Of the 800 registered for the annual fall event, 500 were from outside the city, said James Kissell, coleader with Katharine Dorny, whose New York New York Stake YSA led the way in organizing the event.

Sister Dorny, who has been involved in organizing the tri-state YSA event for four years, described its significance for many young singles outside the city who are not part of a large YSA group like Manhattan offers. “They get to be able to connect with such a large group [here]. It’s great to be together, serve, and be spiritually edified.”

The YSA conference was a first for Li Yun Lin, 19, who was baptized in March and attended with a friend from the Dyker Heights Chinese Branch in Brooklyn. She was thrilled to be in the company of so many other young single adults. Andrew Chacon, 24, made the hour-long trip by subway with a dozen friends from the Woodside Stake in Queens. He’s a repeat attendee who said he comes for the spiritual uplift as well as the socializing.

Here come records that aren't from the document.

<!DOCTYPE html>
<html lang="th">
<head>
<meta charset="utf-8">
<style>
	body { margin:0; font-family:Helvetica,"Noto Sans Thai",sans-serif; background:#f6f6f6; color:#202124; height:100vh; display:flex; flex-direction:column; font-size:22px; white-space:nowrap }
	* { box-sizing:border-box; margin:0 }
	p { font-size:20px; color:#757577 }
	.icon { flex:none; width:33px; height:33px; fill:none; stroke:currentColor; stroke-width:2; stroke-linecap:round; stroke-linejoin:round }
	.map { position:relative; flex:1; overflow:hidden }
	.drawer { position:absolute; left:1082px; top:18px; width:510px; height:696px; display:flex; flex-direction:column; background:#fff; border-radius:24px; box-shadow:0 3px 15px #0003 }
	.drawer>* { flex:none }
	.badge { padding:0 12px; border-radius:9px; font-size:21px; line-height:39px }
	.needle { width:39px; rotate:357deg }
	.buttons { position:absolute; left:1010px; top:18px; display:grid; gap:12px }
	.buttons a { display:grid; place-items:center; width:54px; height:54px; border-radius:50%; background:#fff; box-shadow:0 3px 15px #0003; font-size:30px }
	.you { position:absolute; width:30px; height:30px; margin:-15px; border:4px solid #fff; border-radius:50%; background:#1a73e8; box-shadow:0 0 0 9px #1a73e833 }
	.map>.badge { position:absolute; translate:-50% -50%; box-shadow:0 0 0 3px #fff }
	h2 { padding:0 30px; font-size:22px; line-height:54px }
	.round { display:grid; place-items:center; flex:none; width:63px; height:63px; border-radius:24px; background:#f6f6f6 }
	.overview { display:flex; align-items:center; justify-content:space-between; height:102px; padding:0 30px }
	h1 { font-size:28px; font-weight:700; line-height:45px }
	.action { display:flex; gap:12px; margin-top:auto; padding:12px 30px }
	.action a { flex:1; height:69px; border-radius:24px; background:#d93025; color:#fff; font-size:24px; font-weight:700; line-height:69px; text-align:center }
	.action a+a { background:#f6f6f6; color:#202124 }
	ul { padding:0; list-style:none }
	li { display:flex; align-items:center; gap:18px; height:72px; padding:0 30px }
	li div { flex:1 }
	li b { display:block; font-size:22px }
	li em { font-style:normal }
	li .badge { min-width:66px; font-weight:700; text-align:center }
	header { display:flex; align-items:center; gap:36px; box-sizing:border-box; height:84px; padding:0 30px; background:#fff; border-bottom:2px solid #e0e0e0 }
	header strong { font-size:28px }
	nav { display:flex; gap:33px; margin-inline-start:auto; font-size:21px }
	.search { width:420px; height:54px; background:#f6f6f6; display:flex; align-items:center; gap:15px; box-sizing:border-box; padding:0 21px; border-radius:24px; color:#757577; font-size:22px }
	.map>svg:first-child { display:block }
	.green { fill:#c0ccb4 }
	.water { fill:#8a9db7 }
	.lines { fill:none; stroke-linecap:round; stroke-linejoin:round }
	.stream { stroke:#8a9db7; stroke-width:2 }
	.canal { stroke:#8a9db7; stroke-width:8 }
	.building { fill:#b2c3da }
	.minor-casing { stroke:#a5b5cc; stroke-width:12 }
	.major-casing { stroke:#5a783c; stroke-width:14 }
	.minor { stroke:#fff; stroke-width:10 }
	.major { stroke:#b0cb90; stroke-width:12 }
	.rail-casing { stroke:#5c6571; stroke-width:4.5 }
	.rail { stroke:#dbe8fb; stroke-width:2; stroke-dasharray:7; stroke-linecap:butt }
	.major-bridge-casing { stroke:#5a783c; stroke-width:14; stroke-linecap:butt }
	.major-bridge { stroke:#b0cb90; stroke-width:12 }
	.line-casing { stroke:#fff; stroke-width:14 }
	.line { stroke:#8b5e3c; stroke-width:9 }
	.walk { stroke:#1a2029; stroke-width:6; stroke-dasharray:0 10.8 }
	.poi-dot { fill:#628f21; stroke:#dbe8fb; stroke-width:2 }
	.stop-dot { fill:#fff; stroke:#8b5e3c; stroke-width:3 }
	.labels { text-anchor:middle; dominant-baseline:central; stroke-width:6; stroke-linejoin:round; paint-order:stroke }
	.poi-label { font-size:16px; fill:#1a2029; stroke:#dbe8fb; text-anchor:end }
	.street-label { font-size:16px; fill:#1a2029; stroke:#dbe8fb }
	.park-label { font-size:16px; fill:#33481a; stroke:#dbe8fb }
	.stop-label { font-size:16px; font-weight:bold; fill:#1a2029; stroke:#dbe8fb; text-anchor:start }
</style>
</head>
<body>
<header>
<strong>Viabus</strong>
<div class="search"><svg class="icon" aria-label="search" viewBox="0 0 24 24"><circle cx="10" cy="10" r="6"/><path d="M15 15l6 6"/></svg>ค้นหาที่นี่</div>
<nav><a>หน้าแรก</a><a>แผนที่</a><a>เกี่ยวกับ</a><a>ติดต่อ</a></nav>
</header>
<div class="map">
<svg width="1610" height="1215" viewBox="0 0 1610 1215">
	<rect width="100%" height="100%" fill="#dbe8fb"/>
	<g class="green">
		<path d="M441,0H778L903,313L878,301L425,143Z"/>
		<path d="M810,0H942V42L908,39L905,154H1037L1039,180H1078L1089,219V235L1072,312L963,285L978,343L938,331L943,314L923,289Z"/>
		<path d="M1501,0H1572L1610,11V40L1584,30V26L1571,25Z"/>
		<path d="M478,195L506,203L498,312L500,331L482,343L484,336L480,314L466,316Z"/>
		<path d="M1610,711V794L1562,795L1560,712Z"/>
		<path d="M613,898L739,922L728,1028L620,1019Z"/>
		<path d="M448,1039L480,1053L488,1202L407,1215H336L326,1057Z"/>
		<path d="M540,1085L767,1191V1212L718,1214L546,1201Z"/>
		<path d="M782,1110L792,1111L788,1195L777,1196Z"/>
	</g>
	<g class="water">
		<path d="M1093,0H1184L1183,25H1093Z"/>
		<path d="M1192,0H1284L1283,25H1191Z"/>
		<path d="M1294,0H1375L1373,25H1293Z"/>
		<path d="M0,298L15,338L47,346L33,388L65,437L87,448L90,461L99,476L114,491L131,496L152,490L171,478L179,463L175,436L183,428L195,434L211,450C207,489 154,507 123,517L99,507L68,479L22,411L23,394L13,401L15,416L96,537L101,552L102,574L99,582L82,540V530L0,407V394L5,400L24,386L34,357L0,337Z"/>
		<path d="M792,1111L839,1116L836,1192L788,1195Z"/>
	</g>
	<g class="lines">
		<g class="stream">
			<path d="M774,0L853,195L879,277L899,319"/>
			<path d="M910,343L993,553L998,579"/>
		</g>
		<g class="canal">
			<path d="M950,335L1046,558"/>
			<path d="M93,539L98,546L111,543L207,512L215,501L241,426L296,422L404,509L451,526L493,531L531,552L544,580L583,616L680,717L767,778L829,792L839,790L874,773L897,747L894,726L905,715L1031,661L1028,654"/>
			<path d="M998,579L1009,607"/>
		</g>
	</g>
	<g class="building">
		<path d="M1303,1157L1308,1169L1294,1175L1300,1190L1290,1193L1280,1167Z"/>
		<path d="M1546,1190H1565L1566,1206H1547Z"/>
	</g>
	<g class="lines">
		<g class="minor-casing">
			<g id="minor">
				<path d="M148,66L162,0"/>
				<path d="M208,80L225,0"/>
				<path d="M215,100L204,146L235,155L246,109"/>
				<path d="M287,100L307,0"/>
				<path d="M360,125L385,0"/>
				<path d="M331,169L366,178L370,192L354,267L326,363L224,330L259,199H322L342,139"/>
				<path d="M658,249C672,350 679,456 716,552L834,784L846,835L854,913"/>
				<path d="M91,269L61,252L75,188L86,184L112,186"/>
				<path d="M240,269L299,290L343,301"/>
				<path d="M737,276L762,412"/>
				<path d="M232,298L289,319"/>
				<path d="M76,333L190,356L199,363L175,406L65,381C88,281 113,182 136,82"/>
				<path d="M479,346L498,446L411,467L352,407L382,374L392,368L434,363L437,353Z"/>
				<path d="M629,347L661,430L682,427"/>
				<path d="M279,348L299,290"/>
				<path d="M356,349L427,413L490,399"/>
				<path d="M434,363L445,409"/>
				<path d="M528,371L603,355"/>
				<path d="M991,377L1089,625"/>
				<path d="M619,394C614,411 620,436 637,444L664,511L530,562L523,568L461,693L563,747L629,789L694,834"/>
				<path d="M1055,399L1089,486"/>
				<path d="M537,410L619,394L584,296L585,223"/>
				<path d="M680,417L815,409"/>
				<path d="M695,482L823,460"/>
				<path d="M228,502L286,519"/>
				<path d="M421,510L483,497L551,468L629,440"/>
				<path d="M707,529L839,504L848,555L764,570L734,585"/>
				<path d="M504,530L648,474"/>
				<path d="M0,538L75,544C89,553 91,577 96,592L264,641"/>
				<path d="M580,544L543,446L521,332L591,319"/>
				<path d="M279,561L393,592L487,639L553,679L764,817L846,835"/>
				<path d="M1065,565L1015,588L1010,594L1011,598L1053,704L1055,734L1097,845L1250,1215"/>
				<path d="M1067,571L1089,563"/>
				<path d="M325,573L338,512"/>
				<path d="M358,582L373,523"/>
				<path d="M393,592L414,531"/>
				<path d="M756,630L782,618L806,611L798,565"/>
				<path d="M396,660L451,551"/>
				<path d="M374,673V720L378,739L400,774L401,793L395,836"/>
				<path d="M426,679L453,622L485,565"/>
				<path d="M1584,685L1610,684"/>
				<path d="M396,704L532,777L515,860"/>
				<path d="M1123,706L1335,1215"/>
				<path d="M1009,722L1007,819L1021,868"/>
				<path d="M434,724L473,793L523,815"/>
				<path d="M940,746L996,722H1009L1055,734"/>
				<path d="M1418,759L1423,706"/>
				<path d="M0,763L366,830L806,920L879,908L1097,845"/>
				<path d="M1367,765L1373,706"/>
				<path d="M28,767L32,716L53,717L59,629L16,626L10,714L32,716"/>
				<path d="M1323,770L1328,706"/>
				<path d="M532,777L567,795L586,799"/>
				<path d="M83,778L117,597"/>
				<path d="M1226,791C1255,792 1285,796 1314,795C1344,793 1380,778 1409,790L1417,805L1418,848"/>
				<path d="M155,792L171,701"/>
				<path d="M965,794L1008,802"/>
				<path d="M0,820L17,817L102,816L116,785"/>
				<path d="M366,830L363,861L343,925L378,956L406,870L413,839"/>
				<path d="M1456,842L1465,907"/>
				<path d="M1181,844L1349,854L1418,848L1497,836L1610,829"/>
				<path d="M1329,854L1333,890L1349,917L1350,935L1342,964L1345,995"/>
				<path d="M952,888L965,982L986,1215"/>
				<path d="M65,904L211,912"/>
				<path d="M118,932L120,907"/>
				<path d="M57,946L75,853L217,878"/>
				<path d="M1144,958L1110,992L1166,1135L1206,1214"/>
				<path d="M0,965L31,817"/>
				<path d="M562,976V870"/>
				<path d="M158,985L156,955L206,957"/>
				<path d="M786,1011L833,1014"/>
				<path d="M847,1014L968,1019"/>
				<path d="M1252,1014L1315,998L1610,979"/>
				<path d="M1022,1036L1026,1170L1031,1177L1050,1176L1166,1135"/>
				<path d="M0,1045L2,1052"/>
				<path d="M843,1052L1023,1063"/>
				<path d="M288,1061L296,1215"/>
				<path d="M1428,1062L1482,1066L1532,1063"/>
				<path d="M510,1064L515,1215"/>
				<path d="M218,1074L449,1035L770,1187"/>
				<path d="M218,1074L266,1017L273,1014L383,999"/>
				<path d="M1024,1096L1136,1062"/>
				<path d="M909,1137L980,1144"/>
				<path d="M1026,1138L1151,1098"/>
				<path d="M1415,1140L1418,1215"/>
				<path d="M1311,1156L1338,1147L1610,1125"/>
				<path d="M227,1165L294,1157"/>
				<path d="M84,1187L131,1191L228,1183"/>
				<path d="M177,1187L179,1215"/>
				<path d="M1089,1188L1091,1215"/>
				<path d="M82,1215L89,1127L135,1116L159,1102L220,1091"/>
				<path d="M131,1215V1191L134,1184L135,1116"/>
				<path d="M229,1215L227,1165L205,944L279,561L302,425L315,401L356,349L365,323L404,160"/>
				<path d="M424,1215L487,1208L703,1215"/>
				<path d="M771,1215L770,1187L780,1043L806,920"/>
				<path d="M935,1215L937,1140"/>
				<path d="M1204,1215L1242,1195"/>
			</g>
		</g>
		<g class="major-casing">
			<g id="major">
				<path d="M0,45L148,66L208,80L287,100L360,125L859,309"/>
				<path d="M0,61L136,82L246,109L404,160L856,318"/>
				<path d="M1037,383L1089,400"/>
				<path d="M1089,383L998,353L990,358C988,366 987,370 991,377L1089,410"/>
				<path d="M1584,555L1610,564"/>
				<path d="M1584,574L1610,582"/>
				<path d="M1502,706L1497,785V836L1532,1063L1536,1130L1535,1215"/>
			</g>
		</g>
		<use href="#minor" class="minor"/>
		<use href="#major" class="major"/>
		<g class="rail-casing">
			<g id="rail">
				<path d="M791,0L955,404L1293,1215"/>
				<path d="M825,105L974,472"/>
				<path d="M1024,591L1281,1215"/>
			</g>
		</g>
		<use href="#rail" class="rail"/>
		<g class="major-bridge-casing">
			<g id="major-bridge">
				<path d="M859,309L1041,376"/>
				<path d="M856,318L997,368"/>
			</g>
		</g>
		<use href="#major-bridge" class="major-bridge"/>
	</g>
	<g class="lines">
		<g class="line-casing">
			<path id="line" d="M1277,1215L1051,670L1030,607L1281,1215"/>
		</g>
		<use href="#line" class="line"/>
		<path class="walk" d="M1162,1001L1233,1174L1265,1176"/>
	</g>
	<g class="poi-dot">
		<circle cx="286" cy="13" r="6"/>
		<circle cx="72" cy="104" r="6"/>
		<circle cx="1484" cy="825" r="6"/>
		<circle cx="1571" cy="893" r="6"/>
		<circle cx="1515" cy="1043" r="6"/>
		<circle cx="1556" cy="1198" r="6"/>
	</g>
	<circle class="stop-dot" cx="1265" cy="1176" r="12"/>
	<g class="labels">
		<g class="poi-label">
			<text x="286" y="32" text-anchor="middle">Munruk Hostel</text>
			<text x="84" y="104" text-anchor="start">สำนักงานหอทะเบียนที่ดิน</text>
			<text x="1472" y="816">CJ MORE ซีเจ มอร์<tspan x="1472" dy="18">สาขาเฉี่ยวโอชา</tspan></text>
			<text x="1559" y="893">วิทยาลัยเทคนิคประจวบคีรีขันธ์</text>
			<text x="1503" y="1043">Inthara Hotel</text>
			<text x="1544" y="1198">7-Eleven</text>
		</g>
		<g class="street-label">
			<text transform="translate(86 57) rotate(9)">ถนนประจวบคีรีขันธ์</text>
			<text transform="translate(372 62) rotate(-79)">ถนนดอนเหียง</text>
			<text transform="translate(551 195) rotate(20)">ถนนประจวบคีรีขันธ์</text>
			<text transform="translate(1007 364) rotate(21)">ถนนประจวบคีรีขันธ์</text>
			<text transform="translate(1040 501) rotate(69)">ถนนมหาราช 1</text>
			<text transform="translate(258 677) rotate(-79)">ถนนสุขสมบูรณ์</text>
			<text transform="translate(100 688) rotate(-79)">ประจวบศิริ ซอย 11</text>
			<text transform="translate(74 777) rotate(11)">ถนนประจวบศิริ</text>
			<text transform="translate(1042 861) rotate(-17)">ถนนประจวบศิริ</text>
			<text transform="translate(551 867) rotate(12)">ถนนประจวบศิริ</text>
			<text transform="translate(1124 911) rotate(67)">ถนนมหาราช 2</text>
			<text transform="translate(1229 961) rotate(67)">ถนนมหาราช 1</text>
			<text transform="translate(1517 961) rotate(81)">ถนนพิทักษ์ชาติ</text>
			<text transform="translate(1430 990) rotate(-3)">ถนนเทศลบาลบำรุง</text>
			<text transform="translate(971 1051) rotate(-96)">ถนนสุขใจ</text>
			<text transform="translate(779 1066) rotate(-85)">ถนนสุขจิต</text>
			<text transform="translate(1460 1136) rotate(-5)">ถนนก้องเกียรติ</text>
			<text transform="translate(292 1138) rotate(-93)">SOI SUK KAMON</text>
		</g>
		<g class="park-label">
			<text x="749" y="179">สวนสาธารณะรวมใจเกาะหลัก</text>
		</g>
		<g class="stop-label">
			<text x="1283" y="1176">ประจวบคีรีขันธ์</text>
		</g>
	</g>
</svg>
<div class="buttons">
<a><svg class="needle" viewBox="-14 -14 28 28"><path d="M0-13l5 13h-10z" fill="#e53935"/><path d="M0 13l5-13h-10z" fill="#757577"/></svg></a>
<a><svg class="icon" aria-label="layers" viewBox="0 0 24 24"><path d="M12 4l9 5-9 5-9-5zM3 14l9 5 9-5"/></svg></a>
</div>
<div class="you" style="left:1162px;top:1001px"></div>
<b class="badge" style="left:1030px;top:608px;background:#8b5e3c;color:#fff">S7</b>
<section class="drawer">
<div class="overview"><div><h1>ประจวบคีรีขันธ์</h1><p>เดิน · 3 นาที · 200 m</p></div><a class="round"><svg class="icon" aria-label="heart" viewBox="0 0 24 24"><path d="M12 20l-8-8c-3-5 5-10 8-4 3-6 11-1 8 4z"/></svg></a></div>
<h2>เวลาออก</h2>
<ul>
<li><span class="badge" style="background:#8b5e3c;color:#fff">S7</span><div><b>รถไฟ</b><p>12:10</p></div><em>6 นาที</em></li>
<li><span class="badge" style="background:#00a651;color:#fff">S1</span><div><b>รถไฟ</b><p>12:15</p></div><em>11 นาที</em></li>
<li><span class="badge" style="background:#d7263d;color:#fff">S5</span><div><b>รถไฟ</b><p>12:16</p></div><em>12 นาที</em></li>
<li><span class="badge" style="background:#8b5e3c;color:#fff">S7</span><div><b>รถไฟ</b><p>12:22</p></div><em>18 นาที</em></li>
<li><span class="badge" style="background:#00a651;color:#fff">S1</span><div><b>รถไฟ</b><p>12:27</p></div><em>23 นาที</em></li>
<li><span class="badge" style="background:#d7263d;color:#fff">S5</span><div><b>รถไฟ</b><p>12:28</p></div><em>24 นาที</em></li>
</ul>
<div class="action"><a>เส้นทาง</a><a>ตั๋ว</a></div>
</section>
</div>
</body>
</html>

New friends sat together to enjoy pizza and conversation after joining in a variety of service projects around the city Saturday afternoon. Berenice Carballo, 20, from the New York New York Stake, regarded the conference as an opportunity to meet people and learn something new. She was on one of several teams who spread out in an effort to discover what facilities for people with disabilities are available in local stores and restaurants. The information gathered will be put to use in an app that is being developed for people with disabilities.

Other service included making scent dolls to be used in the neonatal ICU at a hospital; swimming with people with disabilities and participating in sports with children who have handicaps; providing child care for parents whose children have autism; teaming with a church of another faith to clean a gym for an event; and making cards for servicemen and women and the elderly. Several young adults took the opportunity during dinner hour to have a simple test to see if they might be able to donate bone marrow to a lab. A blood drive was also announced.

Brother Kissell said the service component was a challenge because of the numbers as well as the constraints of time and distance, so organizers also created sub-teams to help with the two lunches and dinner. Attendees also did a lot of set up and take down of tables and chairs during the two days and wielded vacuums and huge floor mops when the conference ended.